Superstitious beliefs can also amplify placebo effects. A 2021 study in the journal Cognitive Processing hypothesized that people who are more superstitious would get a bigger boost from a placebo treatment during a memory task. The authors split 104 participants into placebo and control groups. After assessing everyone’s superstitious tendencies, they gave the participants in the placebo group colored water and told them it enhanced memory. Highly superstitious people who drank the supposed memory elixir recalled more words than their less superstitious counterparts—and the opposite was true for those in the control group, who drank a plain glass of water. Even though superstitions have no magical powers, the psychological impacts of believing in them can tangibly affect outcomes.

Yet superstitions also come with costs. Whether you cross the street to avoid walking under a ladder, knock on wood for good luck or perhaps throw salt over your shoulder to ward off evil spirits, those actions take time, thought and effort. And the investment may go unrewarded: a properly secured ladder, for example, poses no actual threat. Why would people embrace such unfavorable trade-offs in the first place?

An analysis published in 2007 in Human Nature suggests that superstition is the inevitable result of humans using what is called an adaptive learning strategy. Our species learns by observing the world, identifying patterns and adapting beliefs accordingly. We need rules to distinguish between real patterns and randomness, however. Those rules must account for both the cost of a false belief that one thing causes another (the essence of superstition) and the cost of failing to recognize a relationship that really does exist.

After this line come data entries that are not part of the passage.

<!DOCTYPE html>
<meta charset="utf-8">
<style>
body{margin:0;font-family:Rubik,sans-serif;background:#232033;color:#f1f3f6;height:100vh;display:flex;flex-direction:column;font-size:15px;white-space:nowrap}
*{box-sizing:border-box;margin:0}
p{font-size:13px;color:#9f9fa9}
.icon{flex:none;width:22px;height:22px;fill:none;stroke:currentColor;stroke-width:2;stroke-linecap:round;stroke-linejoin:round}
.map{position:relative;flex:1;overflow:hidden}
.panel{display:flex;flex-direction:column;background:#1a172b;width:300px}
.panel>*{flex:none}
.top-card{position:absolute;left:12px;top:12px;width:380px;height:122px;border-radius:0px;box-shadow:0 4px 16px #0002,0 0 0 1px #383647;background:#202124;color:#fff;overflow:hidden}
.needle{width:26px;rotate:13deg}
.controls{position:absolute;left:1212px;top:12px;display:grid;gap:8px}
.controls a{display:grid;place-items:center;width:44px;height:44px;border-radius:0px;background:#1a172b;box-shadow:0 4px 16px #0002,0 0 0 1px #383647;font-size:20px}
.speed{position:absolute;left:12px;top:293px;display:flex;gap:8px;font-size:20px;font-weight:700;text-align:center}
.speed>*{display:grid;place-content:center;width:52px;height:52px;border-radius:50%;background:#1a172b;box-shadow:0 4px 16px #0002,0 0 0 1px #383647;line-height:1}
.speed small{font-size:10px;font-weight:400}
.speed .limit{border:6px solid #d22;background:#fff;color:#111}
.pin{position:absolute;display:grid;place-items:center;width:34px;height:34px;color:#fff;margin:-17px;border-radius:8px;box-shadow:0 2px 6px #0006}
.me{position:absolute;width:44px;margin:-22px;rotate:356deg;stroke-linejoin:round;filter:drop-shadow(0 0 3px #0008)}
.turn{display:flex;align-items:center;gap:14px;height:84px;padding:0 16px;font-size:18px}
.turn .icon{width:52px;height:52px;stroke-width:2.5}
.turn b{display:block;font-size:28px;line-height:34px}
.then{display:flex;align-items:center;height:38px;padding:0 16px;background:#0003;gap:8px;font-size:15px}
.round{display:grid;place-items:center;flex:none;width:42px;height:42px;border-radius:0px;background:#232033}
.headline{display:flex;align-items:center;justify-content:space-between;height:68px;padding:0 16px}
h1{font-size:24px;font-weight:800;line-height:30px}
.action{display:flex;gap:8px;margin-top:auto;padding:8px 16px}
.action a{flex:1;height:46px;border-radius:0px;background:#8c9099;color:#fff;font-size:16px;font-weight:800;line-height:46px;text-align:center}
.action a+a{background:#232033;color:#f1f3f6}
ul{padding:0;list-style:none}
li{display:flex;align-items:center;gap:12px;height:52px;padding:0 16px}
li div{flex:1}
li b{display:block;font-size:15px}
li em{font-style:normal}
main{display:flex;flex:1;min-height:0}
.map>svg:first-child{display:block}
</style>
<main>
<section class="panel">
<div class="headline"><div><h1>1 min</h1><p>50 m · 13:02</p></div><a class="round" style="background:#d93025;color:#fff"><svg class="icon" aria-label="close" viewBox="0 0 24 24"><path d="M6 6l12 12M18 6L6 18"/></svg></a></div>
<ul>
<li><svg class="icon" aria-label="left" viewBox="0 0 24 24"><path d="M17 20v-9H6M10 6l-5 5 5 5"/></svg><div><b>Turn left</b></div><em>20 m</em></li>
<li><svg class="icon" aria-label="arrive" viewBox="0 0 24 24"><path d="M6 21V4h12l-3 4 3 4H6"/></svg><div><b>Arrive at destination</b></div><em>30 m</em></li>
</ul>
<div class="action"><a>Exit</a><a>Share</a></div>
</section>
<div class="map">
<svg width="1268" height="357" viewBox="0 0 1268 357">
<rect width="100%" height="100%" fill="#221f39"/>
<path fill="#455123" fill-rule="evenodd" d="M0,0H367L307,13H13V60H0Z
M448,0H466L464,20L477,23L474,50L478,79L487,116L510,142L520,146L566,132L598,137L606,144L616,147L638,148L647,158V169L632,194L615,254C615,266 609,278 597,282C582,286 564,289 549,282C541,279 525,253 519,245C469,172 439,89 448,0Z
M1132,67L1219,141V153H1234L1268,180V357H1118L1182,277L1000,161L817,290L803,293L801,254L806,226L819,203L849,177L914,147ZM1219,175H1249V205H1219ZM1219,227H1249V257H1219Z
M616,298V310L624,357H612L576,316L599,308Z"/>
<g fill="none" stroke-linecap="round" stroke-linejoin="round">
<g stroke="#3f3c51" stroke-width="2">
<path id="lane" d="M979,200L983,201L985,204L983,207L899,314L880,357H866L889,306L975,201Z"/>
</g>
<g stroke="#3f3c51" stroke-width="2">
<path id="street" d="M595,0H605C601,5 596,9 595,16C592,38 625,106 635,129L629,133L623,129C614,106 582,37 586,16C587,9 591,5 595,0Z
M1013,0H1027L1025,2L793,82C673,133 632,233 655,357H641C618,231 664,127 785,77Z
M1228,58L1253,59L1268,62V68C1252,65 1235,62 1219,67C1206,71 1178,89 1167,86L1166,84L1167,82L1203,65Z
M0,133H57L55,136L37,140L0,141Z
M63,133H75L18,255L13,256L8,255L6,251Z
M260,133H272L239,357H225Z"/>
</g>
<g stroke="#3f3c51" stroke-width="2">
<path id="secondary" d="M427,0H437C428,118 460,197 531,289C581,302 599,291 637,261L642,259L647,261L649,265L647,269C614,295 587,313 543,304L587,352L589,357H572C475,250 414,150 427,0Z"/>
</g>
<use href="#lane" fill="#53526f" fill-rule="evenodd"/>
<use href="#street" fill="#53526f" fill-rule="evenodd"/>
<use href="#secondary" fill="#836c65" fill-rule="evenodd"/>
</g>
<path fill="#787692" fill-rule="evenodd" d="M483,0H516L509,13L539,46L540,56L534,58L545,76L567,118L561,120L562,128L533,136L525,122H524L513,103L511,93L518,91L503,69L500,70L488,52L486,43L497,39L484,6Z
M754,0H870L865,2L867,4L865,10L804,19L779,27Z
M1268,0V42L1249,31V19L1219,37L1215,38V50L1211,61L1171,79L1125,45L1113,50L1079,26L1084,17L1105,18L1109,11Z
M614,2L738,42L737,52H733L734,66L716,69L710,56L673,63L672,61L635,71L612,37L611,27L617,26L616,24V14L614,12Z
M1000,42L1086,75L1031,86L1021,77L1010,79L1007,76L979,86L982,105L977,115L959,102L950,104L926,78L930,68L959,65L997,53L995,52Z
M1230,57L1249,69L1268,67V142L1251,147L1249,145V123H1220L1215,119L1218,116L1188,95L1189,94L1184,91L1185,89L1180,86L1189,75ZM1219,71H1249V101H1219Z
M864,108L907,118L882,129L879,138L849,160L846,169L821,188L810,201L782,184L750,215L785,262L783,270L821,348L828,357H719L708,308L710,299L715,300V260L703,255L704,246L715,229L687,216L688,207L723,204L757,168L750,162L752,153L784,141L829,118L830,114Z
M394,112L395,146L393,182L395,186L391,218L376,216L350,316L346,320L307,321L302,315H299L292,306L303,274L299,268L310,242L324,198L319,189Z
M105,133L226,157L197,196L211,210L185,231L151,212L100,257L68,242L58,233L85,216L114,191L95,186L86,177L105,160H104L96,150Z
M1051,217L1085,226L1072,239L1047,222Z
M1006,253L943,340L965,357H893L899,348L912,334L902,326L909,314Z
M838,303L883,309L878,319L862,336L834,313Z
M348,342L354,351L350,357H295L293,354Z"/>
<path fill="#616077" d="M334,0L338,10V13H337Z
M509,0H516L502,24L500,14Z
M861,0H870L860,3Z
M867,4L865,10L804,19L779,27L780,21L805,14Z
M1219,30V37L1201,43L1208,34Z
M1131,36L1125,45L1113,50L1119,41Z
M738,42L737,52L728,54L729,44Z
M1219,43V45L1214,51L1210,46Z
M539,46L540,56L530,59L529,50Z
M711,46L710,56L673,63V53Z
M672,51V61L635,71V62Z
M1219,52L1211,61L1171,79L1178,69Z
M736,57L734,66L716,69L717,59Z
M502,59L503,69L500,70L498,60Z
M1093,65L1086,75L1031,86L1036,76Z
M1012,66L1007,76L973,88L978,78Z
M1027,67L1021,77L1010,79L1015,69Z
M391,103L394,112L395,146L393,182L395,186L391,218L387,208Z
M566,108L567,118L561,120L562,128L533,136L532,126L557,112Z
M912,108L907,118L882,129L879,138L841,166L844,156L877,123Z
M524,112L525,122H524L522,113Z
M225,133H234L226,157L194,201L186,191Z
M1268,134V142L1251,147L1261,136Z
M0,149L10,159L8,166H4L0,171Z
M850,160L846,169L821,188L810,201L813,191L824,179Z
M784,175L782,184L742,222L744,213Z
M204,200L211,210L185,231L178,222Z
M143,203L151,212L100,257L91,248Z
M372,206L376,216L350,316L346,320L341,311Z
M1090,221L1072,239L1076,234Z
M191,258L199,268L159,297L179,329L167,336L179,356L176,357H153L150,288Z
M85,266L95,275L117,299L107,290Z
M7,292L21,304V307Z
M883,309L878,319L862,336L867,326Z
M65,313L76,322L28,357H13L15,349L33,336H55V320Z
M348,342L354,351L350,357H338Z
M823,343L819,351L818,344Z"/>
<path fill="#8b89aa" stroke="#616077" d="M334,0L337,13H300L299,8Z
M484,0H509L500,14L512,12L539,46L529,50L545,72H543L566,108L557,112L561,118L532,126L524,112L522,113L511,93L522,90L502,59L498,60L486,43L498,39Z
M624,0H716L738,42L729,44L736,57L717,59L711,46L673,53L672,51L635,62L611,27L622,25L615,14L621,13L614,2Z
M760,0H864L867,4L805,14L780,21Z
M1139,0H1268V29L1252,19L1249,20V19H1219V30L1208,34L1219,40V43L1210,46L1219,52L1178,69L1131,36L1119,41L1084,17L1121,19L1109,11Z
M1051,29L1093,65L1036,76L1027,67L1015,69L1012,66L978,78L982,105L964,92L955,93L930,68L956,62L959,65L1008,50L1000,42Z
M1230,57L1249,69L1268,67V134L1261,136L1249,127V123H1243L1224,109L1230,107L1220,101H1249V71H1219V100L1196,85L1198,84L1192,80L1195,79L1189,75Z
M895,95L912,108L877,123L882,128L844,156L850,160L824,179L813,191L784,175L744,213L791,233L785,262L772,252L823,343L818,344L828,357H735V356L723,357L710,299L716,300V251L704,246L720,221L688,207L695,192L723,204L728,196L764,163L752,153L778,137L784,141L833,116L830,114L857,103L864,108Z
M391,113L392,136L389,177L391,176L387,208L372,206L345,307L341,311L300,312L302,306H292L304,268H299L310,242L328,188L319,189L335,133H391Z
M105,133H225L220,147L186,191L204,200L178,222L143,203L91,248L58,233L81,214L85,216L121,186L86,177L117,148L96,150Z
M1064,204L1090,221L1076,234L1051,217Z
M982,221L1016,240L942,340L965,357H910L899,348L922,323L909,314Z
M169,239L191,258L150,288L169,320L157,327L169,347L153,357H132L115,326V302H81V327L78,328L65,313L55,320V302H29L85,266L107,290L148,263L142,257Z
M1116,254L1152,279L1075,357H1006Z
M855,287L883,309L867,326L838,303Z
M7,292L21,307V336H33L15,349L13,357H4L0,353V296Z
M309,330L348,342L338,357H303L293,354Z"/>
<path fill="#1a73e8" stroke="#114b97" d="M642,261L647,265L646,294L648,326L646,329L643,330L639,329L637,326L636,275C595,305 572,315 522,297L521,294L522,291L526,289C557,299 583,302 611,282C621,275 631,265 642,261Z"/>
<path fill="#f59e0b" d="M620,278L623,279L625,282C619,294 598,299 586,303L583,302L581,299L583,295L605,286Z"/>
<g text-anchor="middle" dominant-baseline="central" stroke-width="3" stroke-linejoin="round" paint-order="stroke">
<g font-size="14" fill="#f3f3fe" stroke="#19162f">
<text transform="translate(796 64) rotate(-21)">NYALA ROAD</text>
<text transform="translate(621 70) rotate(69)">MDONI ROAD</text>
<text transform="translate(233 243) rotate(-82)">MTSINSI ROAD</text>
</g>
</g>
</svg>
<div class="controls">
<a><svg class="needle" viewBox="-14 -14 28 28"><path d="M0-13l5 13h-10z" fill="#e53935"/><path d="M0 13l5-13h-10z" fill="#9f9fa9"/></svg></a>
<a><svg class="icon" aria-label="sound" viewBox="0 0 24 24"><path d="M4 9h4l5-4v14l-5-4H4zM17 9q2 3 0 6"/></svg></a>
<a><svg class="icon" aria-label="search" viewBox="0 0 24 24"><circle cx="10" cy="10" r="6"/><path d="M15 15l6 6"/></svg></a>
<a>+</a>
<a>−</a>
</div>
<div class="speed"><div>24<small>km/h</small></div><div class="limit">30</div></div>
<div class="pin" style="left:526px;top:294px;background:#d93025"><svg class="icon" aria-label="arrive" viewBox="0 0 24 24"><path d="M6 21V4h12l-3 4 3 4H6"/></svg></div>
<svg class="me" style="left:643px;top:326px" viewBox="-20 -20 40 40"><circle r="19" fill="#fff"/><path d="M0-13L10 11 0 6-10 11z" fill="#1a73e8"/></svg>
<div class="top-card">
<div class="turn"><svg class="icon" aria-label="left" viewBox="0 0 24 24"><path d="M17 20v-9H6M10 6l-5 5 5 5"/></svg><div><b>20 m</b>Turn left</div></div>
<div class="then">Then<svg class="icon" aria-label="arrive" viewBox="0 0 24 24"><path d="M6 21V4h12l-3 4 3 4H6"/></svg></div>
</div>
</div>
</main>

While superstition involves mistaken interpretations and wasteful rituals, failing to notice true cause and effect — not recognizing, for example, that a certain plant is poisonous or that a type of cloud precedes dangerous weather — can exact an even higher price. In balancing the risks of both types of errors, people are sometimes bound to misjudge a situation.

A study published in 2009 in the Proceedings of the Royal Society B: Biological Sciences examines the conditions under which superstitiousness aids survival. When making decisions in uncertain environments, the researchers find, it can be advantageous to err on the side of forming incorrect cause-and- effect linkages. This is particularly true when the risk from missing a genuine threat is much higher than the risk from a false alarm. Even if the rustling of a bush usually results from wind, if it is sometimes a lion, you are better off acting as though every unsettling noise is life-threatening.

On the other hand, when acting on superstition is relatively costly, the benefits of holding these beliefs might start to fade. In modern life, we rarely confront high-stakes survival situations, and science and technology offer powerful means to interpret and influence events, putting superstitiousness at a disadvantage.

“[These beliefs] serve a certain function,” says Boris Gershman, an economist at American University, who has theorized about the origins of superstitions. “A corollary of that is we should expect [superstitions] to dissipate once… the function they are supposed to perform is fulfilled in other ways.”

But superstitions might be slow to fade if they continue to provide comfort and alleviate stress, even if they afford no obvious benefit. “These beliefs can be quite persistent,” Gershman says. “You learn something from your parents, and your children learn it from you. That is a powerful thing.”